Dell TL2000 LTO-7 drives stopped reading any tapes

Notice: Page may contain affiliate links for which we may earn a small commission through services like Amazon Affiliates or Skimlinks.

gargravarr

Member
Jul 1, 2021
39
3
8
Hey all,

Again, no tape subforum so hopefully this is close enough.

I have a TL2000 with 2 working drives, an LTO-5 and an LTO-4. Most of my tapes are LTO-5. I got a pair of LTO-7 drives with it, but the media was too expensive. So after updating the firmware and testing them both last year with LTO-6 media (I have a standalone drive so I could justify buying the media), I figured I would sell one of them. Only one had its correct mounting sled, the dual-SAS-port variant, and its warranty sticker was intact, so that's the one I figured would make the most money. The other had no sled, but I had a spare single-port SAS sled that would work.

Well, it took months to sell, but last month, it finally did.
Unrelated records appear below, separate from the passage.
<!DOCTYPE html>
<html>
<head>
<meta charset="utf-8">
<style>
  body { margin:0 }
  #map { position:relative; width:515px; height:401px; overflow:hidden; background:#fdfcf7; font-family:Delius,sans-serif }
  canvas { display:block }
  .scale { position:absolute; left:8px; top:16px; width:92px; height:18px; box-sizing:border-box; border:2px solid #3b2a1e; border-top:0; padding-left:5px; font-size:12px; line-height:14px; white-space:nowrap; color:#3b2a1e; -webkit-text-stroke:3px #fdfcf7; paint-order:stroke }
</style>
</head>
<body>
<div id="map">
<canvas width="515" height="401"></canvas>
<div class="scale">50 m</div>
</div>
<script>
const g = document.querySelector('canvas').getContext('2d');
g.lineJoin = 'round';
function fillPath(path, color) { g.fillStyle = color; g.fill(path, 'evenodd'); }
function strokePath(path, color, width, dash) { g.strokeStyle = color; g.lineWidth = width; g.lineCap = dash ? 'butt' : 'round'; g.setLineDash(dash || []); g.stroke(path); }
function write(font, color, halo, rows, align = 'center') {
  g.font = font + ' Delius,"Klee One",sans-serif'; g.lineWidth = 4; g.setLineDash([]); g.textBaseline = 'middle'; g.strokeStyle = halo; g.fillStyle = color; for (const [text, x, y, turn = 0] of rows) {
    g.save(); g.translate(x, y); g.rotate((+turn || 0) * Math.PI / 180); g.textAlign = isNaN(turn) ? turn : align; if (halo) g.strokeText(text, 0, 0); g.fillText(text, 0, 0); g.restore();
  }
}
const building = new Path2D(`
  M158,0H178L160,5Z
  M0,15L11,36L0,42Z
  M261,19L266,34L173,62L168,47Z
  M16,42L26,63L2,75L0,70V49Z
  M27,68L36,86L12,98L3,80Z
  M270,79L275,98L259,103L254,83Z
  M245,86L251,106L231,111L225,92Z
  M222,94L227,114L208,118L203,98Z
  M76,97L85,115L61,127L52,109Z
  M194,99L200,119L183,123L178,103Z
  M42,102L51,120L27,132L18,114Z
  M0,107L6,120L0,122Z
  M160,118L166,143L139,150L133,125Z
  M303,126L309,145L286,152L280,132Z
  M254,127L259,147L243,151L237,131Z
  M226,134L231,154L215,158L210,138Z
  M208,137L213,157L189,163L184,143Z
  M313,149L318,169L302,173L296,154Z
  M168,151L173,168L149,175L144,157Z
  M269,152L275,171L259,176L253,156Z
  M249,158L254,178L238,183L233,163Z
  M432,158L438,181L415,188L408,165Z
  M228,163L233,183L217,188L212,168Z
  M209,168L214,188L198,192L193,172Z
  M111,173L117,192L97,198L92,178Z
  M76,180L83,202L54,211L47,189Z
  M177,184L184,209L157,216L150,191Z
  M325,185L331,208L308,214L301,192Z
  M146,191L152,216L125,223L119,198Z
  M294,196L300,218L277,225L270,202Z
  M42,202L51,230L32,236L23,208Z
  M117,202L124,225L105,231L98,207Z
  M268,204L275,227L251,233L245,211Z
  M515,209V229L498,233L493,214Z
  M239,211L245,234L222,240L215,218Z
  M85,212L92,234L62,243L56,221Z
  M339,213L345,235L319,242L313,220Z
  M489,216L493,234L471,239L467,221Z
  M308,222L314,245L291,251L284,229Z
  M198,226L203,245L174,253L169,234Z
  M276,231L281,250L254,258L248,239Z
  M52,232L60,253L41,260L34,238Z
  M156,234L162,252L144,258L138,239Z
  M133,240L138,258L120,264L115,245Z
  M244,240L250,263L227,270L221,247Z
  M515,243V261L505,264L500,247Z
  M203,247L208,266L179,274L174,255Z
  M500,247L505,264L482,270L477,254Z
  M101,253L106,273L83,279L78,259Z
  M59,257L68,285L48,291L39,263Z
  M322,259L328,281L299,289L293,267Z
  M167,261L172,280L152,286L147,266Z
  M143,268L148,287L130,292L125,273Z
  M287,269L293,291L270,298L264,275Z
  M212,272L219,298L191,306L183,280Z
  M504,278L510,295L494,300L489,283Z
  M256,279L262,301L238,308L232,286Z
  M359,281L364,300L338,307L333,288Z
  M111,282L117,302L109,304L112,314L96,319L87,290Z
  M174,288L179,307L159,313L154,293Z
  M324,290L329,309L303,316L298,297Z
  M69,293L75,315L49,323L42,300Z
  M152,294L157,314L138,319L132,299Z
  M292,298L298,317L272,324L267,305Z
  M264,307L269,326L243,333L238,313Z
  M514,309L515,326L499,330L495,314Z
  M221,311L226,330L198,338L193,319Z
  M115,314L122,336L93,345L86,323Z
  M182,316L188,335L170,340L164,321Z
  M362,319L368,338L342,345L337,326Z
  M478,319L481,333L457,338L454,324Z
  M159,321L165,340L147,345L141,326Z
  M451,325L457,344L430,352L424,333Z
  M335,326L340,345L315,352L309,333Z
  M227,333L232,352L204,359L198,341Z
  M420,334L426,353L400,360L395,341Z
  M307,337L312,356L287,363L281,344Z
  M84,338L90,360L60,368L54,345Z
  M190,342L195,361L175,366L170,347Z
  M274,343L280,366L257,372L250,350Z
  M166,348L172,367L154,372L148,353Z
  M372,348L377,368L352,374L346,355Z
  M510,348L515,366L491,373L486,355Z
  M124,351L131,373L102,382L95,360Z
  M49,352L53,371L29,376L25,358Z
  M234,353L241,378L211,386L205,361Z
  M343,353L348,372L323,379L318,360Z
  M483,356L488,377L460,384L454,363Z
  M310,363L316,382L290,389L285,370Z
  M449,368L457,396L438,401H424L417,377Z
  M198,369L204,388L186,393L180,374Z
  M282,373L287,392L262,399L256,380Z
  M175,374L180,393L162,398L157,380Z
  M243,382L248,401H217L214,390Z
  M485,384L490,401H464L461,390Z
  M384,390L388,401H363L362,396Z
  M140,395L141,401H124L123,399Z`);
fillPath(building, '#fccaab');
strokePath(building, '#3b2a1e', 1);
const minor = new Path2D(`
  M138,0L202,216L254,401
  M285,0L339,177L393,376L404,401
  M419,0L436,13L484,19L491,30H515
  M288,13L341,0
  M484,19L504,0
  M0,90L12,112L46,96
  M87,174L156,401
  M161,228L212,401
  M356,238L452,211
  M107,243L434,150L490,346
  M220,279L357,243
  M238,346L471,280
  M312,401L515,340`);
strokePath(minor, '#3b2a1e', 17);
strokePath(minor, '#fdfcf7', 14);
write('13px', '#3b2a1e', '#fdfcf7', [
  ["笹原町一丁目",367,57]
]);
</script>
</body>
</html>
And while I was celebrating (because LTO-7s hold their value), it was short-lived.

The buyer, a tape service company, reports that the drive failed a read test using ITDT, providing the logs. They offered to try a deep clean of the read/write head, but this didn't work, it still fails the test.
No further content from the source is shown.